*** Opening of Recorded information ***
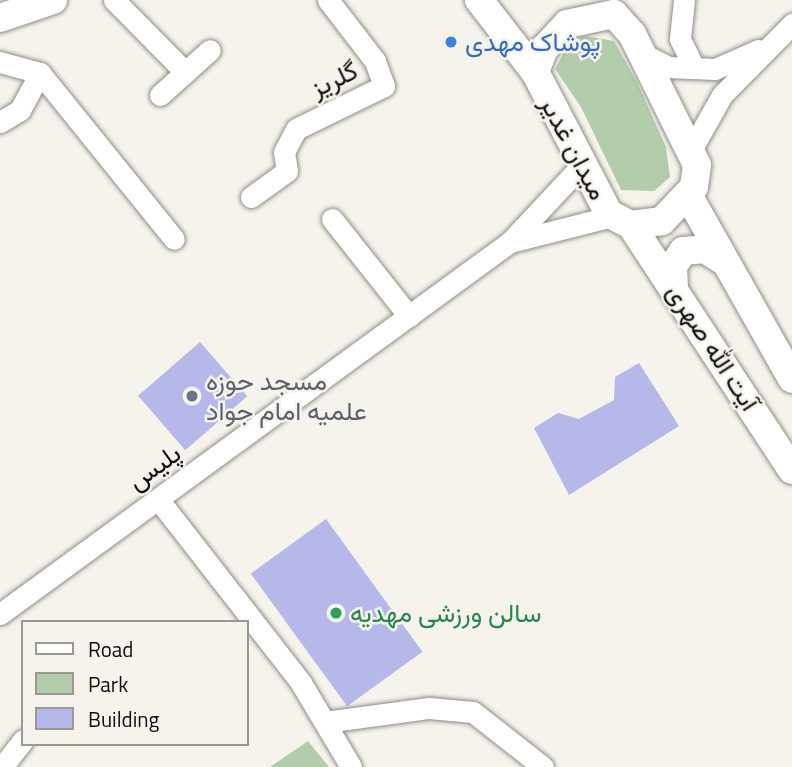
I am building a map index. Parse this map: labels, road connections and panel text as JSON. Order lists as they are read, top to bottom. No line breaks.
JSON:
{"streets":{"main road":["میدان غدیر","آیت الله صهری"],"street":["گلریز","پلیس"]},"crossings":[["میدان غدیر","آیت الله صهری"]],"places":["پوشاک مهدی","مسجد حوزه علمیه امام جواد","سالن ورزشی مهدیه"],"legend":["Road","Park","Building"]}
*** Close of Recorded information ***
Task statement:
When you repeat the data, keep it exact and drop every picture.

Solution:
I am building a map index. Parse this map: labels, road connections and panel text as JSON. Order lists as they are read, top to bottom. No line breaks.
JSON:
{"streets":{"main road":["میدان غدیر","آیت الله صهری"],"street":["گلریز","پلیس"]},"crossings":[["میدان غدیر","آیت الله صهری"]],"places":["پوشاک مهدی","مسجد حوزه علمیه امام جواد","سالن ورزشی مهدیه"],"legend":["Road","Park","Building"]}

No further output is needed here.